Now debate, is something close to my heart. I've been sacrificing every weekend for the past 3 years towards the betterment of my debate career. If that doesn't sound like a lot, then something must not be connecting. I've missed weekends of music, painting, hanging out with friends, and just enjoying myself. I miss just sleeping on weekends and just not having to worry about anything. I think that somewhere in this "haze" I forgot about what really mattered to me, I couldn't tell because I was so infused with just being "better" and doing "better" than I did last time. I feel like sometimes, I can't get back into being a "normal" person with "normal" things to do. Recently, I've been feeling as if my efforts are not worth doing in the first place. That was one of the major issues with today.

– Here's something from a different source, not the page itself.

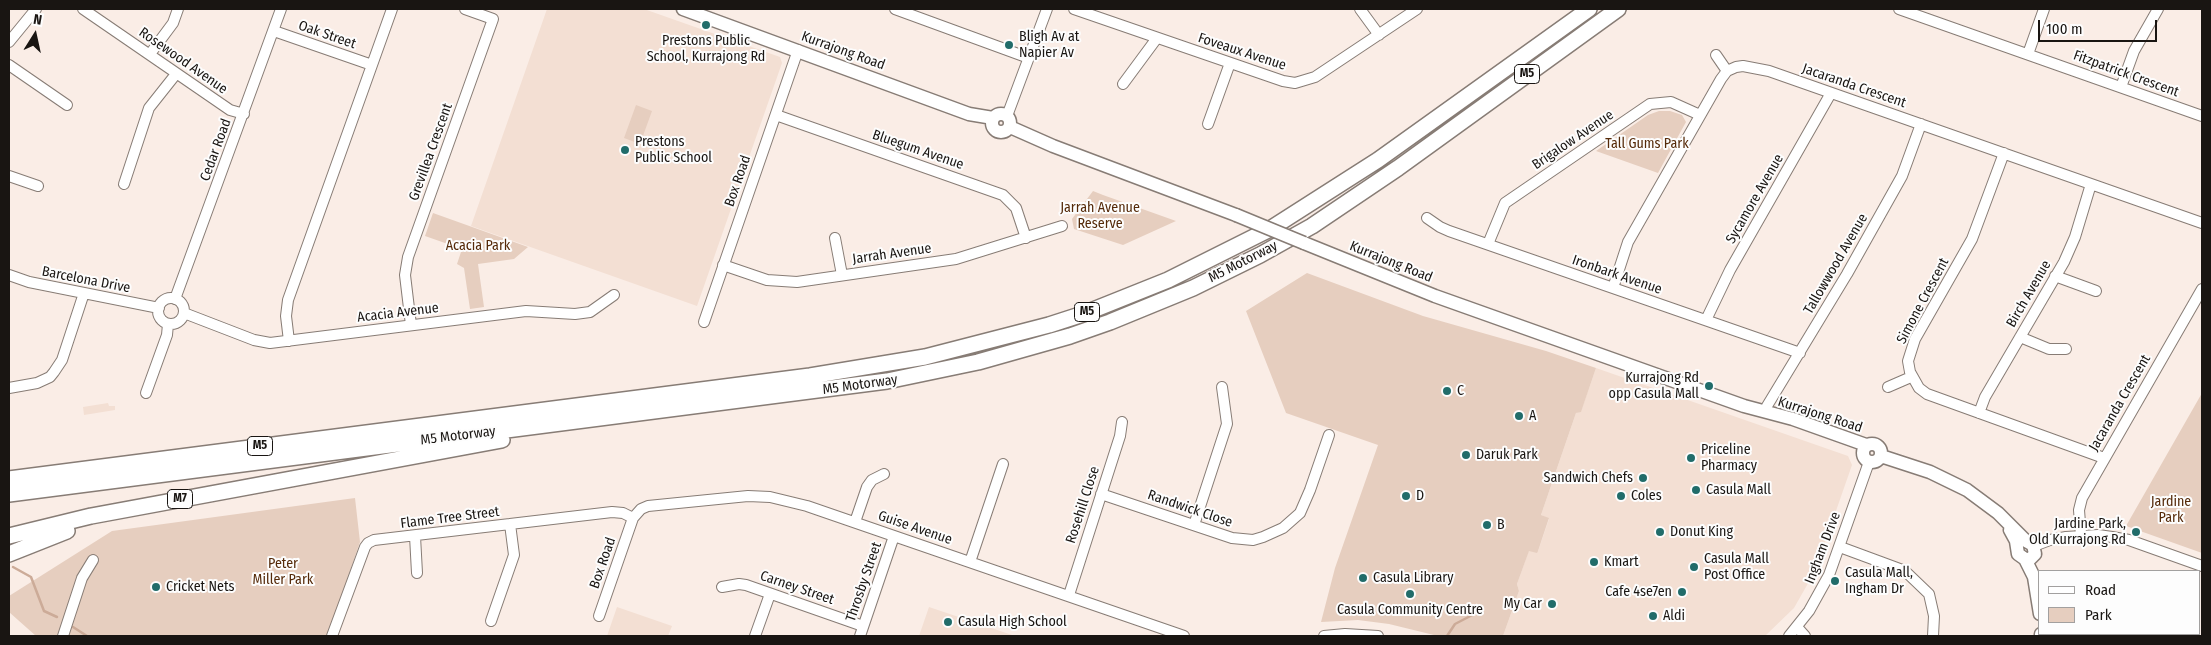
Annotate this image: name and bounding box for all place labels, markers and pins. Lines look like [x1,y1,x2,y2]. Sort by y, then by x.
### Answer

I wasn't having a good day anyway (getting up at 5:30 doesn't help any). First round was delayed by 2 hours, people were getting on my nerves, people wanted to play the "blame game" all day long. People just flat out sucked today, and I never think that negative. When I think negative sometimes, then I think about things that I would otherwise "block" out of my head. Unfortunately today, I had to think about how sucky of a job that our coaches are doing to help us WIN something. I don't really get mad at people at all, but when people talk to me like I'm stupid, then we are going to have issues.

This really started last year when I lost the bid for team captain. I really wanted to be captain, and I did what I could to say "Hey, I'm going to be the best darn captain ever". When the flawed voting system didn't work out for me, I got sad. If that wasn't enough, I found out the the kid who used to make fun of me 2 or 3 years before made captain, then I really got pissed off. They announced who wast to be the captains at a team party, and I ended up leaving not even 5 minutes after. That next Monday, they are blaming me for not "Taking the loss in stride" and not "being a good role model". I got hashed because "everything is my fault". I had to tune it out and hope for the best next season.

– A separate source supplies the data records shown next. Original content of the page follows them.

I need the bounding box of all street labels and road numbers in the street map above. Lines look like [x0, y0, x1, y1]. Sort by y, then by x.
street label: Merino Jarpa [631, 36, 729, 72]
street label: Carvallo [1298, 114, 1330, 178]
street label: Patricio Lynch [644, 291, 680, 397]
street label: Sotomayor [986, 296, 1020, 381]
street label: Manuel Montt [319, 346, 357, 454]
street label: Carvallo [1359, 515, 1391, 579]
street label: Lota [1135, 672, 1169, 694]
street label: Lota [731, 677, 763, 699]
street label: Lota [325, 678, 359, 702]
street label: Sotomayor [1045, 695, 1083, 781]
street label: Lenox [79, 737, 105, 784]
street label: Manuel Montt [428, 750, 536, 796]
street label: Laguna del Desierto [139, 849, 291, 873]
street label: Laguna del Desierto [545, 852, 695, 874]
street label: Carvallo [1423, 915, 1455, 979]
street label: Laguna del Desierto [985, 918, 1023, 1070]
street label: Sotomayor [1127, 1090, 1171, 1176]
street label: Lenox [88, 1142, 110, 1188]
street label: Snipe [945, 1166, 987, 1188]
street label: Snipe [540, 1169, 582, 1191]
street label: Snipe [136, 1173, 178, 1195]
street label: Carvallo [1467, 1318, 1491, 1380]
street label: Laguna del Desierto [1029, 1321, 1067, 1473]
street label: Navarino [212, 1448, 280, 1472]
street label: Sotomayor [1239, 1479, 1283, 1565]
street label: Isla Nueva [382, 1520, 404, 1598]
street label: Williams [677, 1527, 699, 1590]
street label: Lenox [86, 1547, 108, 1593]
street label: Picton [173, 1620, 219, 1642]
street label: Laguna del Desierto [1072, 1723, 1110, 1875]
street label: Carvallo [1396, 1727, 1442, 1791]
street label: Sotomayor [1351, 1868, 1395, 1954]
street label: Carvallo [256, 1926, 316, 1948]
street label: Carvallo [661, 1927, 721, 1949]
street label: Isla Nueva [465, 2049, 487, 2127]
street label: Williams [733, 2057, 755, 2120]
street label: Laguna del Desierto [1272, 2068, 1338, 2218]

Next season comes around, I doubted that I would win one round out of three, but when I started to go 2-3 and had the high speaker points, I had hope for myself. In the first 2 months of debating, I got 66 or so points; a nice pace for someone who only had 200 or so over 2 years of debating. I'm progressing, and that is a good thing. The better thing is that I'm only 4 or so points off from getting into finals. But that doesn't matter to the "Captains" because they always break no mater the cost of the team, or even the cost of the other debaters. I wouldn't do that. Never will. When I see these liars get into finals without working working for it honestly like I do.

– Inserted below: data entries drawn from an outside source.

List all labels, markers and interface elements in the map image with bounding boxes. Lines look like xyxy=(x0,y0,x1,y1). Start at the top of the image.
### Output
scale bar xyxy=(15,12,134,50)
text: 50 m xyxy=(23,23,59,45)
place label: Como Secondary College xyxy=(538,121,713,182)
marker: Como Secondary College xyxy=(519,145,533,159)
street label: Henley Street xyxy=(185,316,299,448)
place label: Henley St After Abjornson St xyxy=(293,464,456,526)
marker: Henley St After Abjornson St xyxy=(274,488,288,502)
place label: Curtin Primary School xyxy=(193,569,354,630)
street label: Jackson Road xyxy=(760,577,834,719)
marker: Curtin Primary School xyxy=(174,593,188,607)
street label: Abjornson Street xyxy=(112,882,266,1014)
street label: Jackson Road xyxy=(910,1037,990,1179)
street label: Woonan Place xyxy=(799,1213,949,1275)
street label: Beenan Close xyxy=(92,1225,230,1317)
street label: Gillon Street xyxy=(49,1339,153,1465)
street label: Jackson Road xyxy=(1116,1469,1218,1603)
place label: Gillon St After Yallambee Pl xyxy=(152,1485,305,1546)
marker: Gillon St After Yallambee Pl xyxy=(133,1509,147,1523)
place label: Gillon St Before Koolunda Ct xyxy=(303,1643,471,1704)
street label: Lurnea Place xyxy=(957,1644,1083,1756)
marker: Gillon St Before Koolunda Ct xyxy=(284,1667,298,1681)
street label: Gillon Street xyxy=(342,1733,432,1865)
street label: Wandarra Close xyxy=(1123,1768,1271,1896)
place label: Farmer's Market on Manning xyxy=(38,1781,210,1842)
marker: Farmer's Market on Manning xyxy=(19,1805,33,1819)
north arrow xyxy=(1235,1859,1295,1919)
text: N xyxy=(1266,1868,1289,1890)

When I left the meet tonight, I wasn't acting "stressed out and angry towards others because I have a lot on my mind" like our coach said, but I was acting the way that I was because "I'm sick and tired of not getting the respect that I deserve from everyone". Hell, if I can give other people respect, why can't they do the same to me?

I've gotten used to being the "odd one out" on the team and I don't care about that anymore, I think I care more about the simple things, respect, hard work and truthfulness. If we could have these things on the team, then I wouldn't be half as mad as I am now.

I don't think that I'm going to talk to the head coaches by myself this time because the last time I did that, nothing happened. I want something to happen this time, not that mess I had the last time around. I just wish that I had the people who could help me out sometimes, but they always have to be 500 miles away.